▸ ASSIGNMENT
Please write out exactly, without any picture, each line from the first in the listing through the line that includes "path.moveTo(r[0], r[1]);".

---------- INPUT FOR THIS TASK

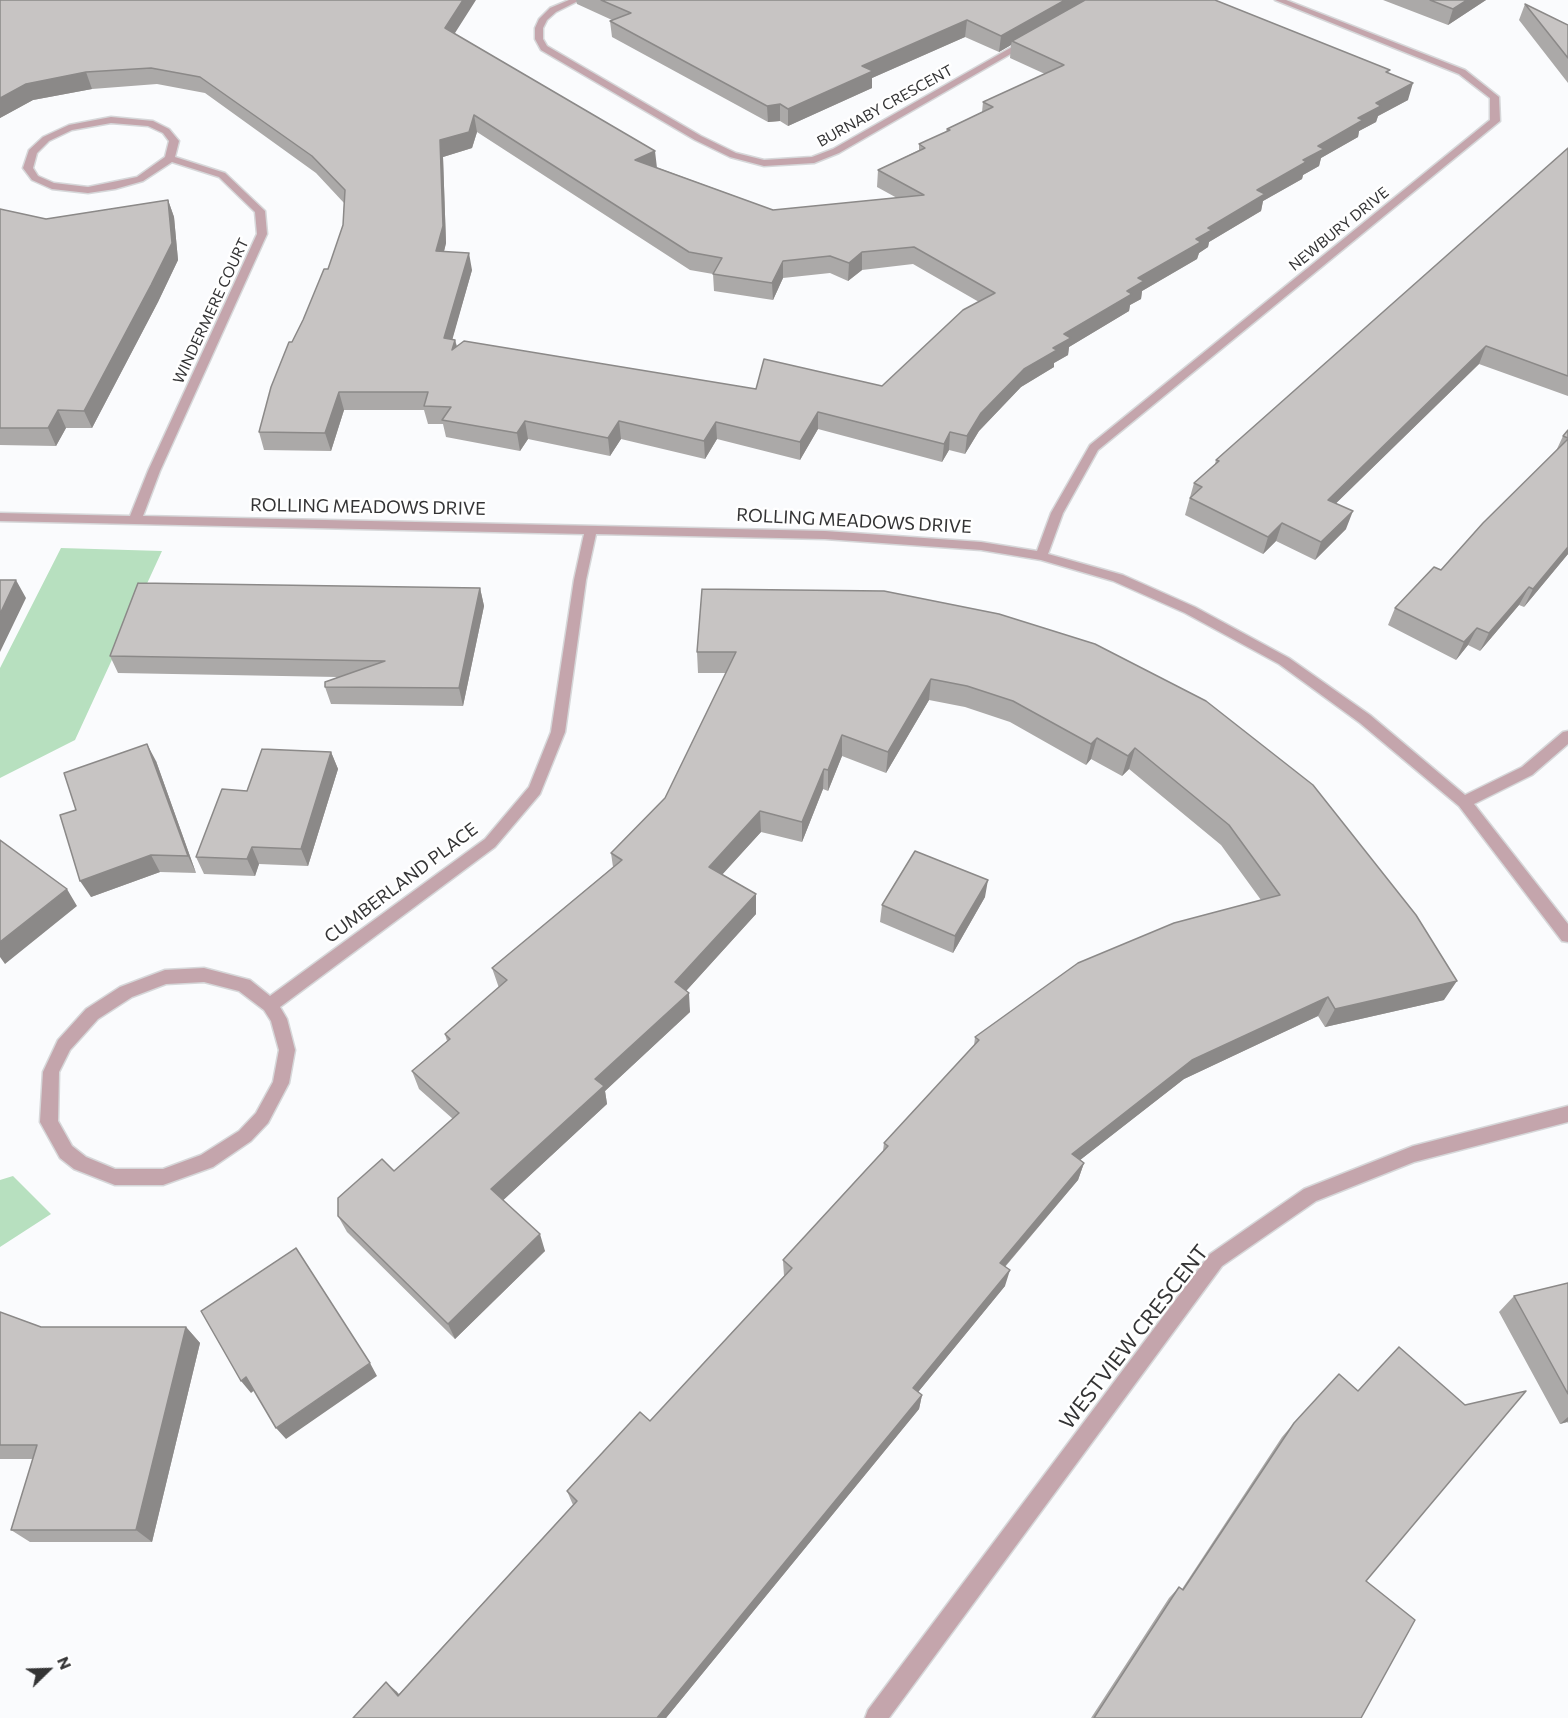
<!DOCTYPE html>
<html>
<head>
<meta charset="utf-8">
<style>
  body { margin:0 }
  #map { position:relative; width:1568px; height:1718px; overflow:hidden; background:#fafbfd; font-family:Commissioner,sans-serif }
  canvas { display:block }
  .north { position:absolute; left:18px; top:1640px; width:60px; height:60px; -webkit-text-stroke:4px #fff; paint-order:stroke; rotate:67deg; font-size:16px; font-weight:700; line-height:24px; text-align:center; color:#343435 }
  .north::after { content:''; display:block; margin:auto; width:21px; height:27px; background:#343435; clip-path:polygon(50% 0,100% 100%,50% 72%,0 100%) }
</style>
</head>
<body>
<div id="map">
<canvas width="1568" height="1718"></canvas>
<div class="north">N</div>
</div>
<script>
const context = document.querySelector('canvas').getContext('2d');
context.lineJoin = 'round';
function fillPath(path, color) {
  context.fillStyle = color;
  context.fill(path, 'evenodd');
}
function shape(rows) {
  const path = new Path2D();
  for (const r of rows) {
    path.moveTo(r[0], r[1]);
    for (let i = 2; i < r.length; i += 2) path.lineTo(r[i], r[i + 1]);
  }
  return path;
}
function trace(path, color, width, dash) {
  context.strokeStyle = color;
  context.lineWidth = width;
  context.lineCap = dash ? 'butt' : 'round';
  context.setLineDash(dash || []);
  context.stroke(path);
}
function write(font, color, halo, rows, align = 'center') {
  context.font = font + ' Commissioner,sans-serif';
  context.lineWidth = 5;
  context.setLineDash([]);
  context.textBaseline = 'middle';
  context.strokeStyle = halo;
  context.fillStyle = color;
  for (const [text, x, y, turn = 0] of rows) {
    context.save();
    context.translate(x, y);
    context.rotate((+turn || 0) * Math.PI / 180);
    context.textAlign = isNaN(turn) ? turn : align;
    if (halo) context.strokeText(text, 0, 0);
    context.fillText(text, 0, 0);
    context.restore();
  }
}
fillPath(shape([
  [61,548,162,551,75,740,0,778,0,668],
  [13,1176,51,1214,0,1247,0,1180]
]), '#b7e0bf');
const street = shape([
  [569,0,580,0,556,12,547,20,543,28,543,39,547,46,701,136,736,153,764,160,812,157,833,149,1026,39,1033,41,839,153,814,163,764,166,730,157,695,140,541,50,535,39,535,28,539,19,550,8,569,0],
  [1275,0,1286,0,1465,70,1499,97,1500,121,1098,450,1063,513,1048,554,1123,575,1195,607,1289,658,1370,715,1465,795,1522,767,1563,732,1568,731,1568,744,1532,775,1474,804,1568,924,1568,942,1562,941,1459,806,1360,723,1279,664,1185,613,1113,581,1041,560,981,550,825,539,596,534,586,580,565,732,540,794,495,847,280,1007,287,1019,295,1050,289,1083,268,1123,251,1141,213,1167,163,1185,115,1185,74,1169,60,1158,40,1122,43,1072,58,1040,86,1009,120,987,165,970,204,968,250,980,270,996,485,839,529,787,551,732,574,580,584,534,0,521,0,513,130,516,148,471,257,234,255,212,219,177,172,162,143,181,115,189,88,193,52,189,32,180,23,168,29,150,43,137,69,125,111,117,153,121,169,129,179,141,175,157,225,173,265,211,267,234,160,471,143,516,825,531,981,542,1037,551,1051,513,1090,445,1490,120,1490,98,1459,74,1275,0],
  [111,123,148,126,163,133,169,141,165,157,137,177,88,187,54,183,38,176,33,168,37,153,49,141,72,130,111,123],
  [204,982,239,991,264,1010,271,1021,279,1050,273,1082,256,1113,239,1131,201,1155,163,1169,115,1169,86,1157,72,1146,58,1121,59,1072,70,1050,98,1019,132,997,166,984,204,982],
  [1568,1106,1568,1122,1414,1162,1316,1201,1222,1266,889,1718,865,1718,868,1710,1210,1254,1304,1189,1413,1146,1568,1106]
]);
trace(street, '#d6d7d9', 3);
fillPath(street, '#c4a5ac');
fillPath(shape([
  [0,0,454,34,656,167,773,210,897,198,877,187,878,170,919,150,919,144,946,132,947,129,982,112,983,102,1045,74,1010,58,1011,45,999,52,965,37,872,78,872,88,788,126,780,121,768,122,612,37,610,21,612,20,577,4,576,0,1215,0,1389,73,1408,100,1378,116,1376,122,1359,131,1358,137,1321,158,1319,166,1303,175,1302,179,1263,201,1261,211,1209,242,1208,247,1199,253,1197,259,1142,291,1141,299,1130,305,1129,311,1069,347,1068,355,1054,363,1054,367,1021,387,979,431,965,454,949,450,942,462,818,429,800,460,717,439,705,459,621,439,610,456,528,439,520,451,446,437,443,424,428,424,424,410,344,410,331,451,264,450,259,432,292,342,328,269,343,225,344,203,316,173,205,93,157,84,92,89,33,100,0,118],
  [477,132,690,270,713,274,714,291,773,300,783,278,830,273,848,281,862,270,913,264,979,302,882,386,756,389,457,346,455,340,452,339,472,270,444,251,446,243,443,157,472,148],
  [1383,0,1486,0,1448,25],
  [1525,4,1568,25,1568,83,1519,20],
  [1568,148,1568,396,1479,364,1336,503,1346,529,1315,560,1276,541,1263,554,1185,515,1194,483,1215,464,1216,460],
  [168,200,174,217,178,260,158,302,92,428,66,428,56,446,0,445,0,209,46,219],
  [1568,430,1568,554,1524,607,1519,605,1480,651,1468,645,1456,660,1388,625,1395,608,1441,570,1556,451,1563,436],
  [480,588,484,606,463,706,331,704,325,687,337,677,118,673,110,656],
  [999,614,1444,1000,1325,1027,1318,1016,1184,1079,1080,1160,1084,1163,1078,1180,1005,1267,1005,1286,918,1392,922,1395,919,1409,666,1718,353,1718,396,1691,399,1694,573,1505,567,1491,650,1421,784,1276,783,1260,883,1151,884,1143,974,1046,975,1037,1261,900,1221,845,1129,769,1122,776,1091,759,1086,765,1010,722,965,707,929,700,886,773,842,756,828,791,823,789,802,842,761,832,722,874,756,894,756,914,686,991,690,1012,605,1091,607,1104,503,1200,545,1251,455,1339,347,1232,338,1216,394,1171,453,1119,419,1089,412,1071,447,1041,445,1034,499,988,492,968,613,867,611,853,665,798,726,673,698,673,697,652],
  [331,752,338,769,308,866,259,864,255,876,204,874,196,857,247,791],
  [156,761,196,873,160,872,91,897,76,810],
  [985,897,953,953,880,922,882,905],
  [1568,1283,1568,1423,1567,1422,1560,1424,1499,1312,1514,1296],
  [0,1312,41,1327,186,1327,200,1343,152,1542,30,1542,11,1530,33,1459,0,1459],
  [1294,1423,1366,1581,1361,1718,1091,1718,1169,1598,1179,1587,1182,1589,1282,1437]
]), '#aba9a8');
fillPath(shape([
  [463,0,476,0,448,44,445,28],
  [1065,0,1091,0,1012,41,1011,45,999,52,1001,36],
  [1467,0,1486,0,1448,25,1453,9],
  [967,20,965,37,872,78,872,88,788,126,788,109,862,66],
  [86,72,92,89,33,100,0,118,0,98,26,84],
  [1413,83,1408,100,1378,116,1376,122,1359,131,1358,137,1321,158,1319,166,1303,175,1302,179,1263,201,1261,211,1209,242,1208,247,1199,253,1197,259,1142,291,1141,299,1130,305,1129,311,1069,347,1068,355,1054,363,1054,367,1021,387,979,431,965,454,967,436,981,413,1024,369,1053,348,1064,334,1127,291,1138,278,1196,239,1208,228,1257,190,1303,160,1318,146,1358,118,1376,103],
  [780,104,780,121,768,122,767,106],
  [474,115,477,132,472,148,443,157,446,243,440,268,436,251,440,140],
  [655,151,657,168,635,160],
  [168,200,174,217,178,260,158,302,92,428,84,411],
  [862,252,862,270,848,281,849,263],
  [469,253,472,270,448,355,444,338],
  [783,261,783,278,773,300,772,283],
  [455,340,459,357,452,350],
  [1486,346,1479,364,1322,517,1328,500],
  [339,392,344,410,331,451,325,433],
  [58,410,66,428,56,446,48,428],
  [818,412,818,429,800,460,800,442],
  [525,421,528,439,520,451,517,433],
  [619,421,621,439,610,456,608,438],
  [716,422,717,439,705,459,704,441],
  [950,432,949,450,942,462,944,444],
  [1353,511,1346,529,1315,560,1321,542],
  [1282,523,1276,541,1263,554,1268,537],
  [1568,547,1568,554,1524,607,1533,589],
  [16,580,26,598,0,652,0,614],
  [1529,587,1519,605,1480,651,1489,633],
  [480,588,484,606,463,706,459,688],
  [1477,628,1468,645,1456,660,1464,642],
  [931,679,929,700,886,773,888,752],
  [842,735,842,756,828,791,828,770],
  [1097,738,1091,759,1086,765,1091,744],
  [147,744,156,761,196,873,188,856],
  [1135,748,1129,769,1122,776,1128,756],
  [331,752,338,769,308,866,301,849],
  [824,769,823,789,802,842,802,822],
  [760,811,761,832,711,887,709,867],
  [252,847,259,864,255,876,247,859],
  [151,855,160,872,91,897,80,881],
  [988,880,985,897,953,953,955,936],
  [67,889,77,906,5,964,0,957,0,942],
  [756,894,756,914,677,1001,675,982],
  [1457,981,1444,1000,1325,1027,1335,1009],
  [689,993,690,1012,605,1091,607,1104,497,1206,491,1189,595,1079],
  [1328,997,1318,1016,1184,1079,1066,1171,1072,1154,1192,1060],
  [1084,1163,1078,1180,995,1278,1000,1263],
  [540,1234,545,1251,455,1339,448,1324],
  [1010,1270,1005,1286,910,1402,913,1388],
  [186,1327,200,1343,152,1542,136,1530],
  [370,1363,377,1376,286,1439,276,1428],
  [246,1377,256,1389,251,1393,241,1381],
  [922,1395,919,1409,666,1718,657,1718],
  [1568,1417,1568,1421,1567,1422,1560,1424],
  [386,1682,396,1691,407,1704,398,1696]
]), '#8b8988');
const building = shape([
  [0,0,463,0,445,28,655,151,635,160,773,210,924,195,878,170,925,148,919,144,950,130,947,129,993,107,983,102,1064,65,1012,41,1085,0,1215,0,1390,70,1386,72,1413,83,1376,103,1381,106,1358,118,1363,120,1318,146,1324,149,1303,160,1306,162,1257,190,1265,194,1208,228,1212,230,1196,239,1201,242,1138,278,1144,281,1127,291,1132,294,1064,334,1071,338,1053,348,1057,350,1024,369,981,413,967,436,950,432,944,444,818,412,800,442,716,422,704,441,619,421,608,438,525,421,517,433,442,420,451,407,424,406,428,392,339,392,325,433,259,432,271,387,289,342,292,342,303,320,324,269,328,269,343,225,345,190,312,156,200,77,151,68,86,72,26,84,0,98,0,0],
  [474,115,689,252,722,258,713,274,772,283,783,261,830,256,849,263,862,252,914,247,995,293,963,310,882,386,764,359,756,389,464,341,452,350,455,340,444,338,469,253,436,251,443,226,440,140,469,132,474,115],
  [601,0,1065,0,1001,36,967,20,862,66,873,71,788,109,780,104,767,106,610,21,631,13,601,0],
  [1430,0,1467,0,1453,9,1430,0],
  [1525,4,1568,25,1568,58,1525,4],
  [1568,148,1568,376,1486,346,1328,500,1353,511,1321,542,1282,523,1268,537,1190,498,1202,487,1194,483,1219,461,1216,460,1568,148],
  [168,200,172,243,151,285,84,411,58,410,48,428,0,428,0,209,46,219,168,200],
  [1568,430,1568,438,1563,436,1568,430],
  [1568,439,1568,547,1533,589,1529,587,1489,633,1477,628,1464,642,1395,608,1434,567,1441,570,1483,523,1568,439],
  [0,580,16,580,0,614,0,580],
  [138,583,480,588,459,688,325,687,325,682,385,661,110,656,138,583],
  [702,589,884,591,999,614,1095,644,1206,701,1313,785,1416,915,1457,981,1335,1009,1328,997,1192,1060,1072,1154,1084,1163,1000,1263,1010,1270,913,1388,922,1395,657,1718,353,1718,386,1682,398,1696,577,1501,567,1491,640,1412,650,1421,792,1268,783,1260,888,1146,884,1143,979,1040,975,1037,1078,963,1174,923,1280,895,1229,825,1135,748,1128,756,1097,738,1091,744,1013,701,967,686,931,679,888,752,842,735,828,770,824,769,802,822,760,811,709,867,756,894,675,982,689,993,595,1079,604,1086,491,1189,540,1234,448,1324,338,1216,338,1198,382,1159,394,1171,459,1113,412,1071,450,1039,445,1034,507,980,492,968,622,860,611,853,665,798,736,652,697,652,702,589],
  [147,744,188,856,151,855,80,881,60,815,76,810,64,773,147,744],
  [262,749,331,752,301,849,252,847,247,859,196,857,222,789,247,791,262,749],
  [0,840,67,889,0,942,0,840],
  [915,851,988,880,955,936,882,905,915,851],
  [296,1248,370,1363,276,1428,246,1377,241,1381,201,1311,296,1248],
  [1568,1283,1568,1394,1514,1296,1568,1283],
  [0,1312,41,1327,186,1327,136,1530,11,1530,37,1445,0,1445,0,1312],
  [1399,1347,1465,1405,1526,1391,1366,1581,1415,1620,1361,1718,1094,1718,1179,1587,1183,1590,1294,1423,1339,1374,1358,1391,1399,1347]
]);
fillPath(building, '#c7c4c3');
trace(building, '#8b8988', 1.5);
write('15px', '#343435', '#fff', [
  ["BURNABY CRESCENT",885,106,-29],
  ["NEWBURY DRIVE",1339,229,-39],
  ["WINDERMERE COURT",211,311,-65]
]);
write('18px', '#343435', '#fff', [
  ["ROLLING MEADOWS DRIVE",368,507,1],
  ["ROLLING MEADOWS DRIVE",854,521,3],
  ["CUMBERLAND PLACE",401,883,-37]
]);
write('21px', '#343435', '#fff', [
  ["WESTVIEW CRESCENT",1134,1337,-52]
]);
</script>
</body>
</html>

--------------------

▸ RESPONSE FOR THIS EXERCISE
<!DOCTYPE html>
<html>
<head>
<meta charset="utf-8">
<style>
  body { margin:0 }
  #map { position:relative; width:1568px; height:1718px; overflow:hidden; background:#fafbfd; font-family:Commissioner,sans-serif }
  canvas { display:block }
  .north { position:absolute; left:18px; top:1640px; width:60px; height:60px; -webkit-text-stroke:4px #fff; paint-order:stroke; rotate:67deg; font-size:16px; font-weight:700; line-height:24px; text-align:center; color:#343435 }
  .north::after { content:''; display:block; margin:auto; width:21px; height:27px; background:#343435; clip-path:polygon(50% 0,100% 100%,50% 72%,0 100%) }
</style>
</head>
<body>
<div id="map">
<canvas width="1568" height="1718"></canvas>
<div class="north">N</div>
</div>
<script>
const context = document.querySelector('canvas').getContext('2d');
context.lineJoin = 'round';
function fillPath(path, color) {
  context.fillStyle = color;
  context.fill(path, 'evenodd');
}
function shape(rows) {
  const path = new Path2D();
  for (const r of rows) {
    path.moveTo(r[0], r[1]);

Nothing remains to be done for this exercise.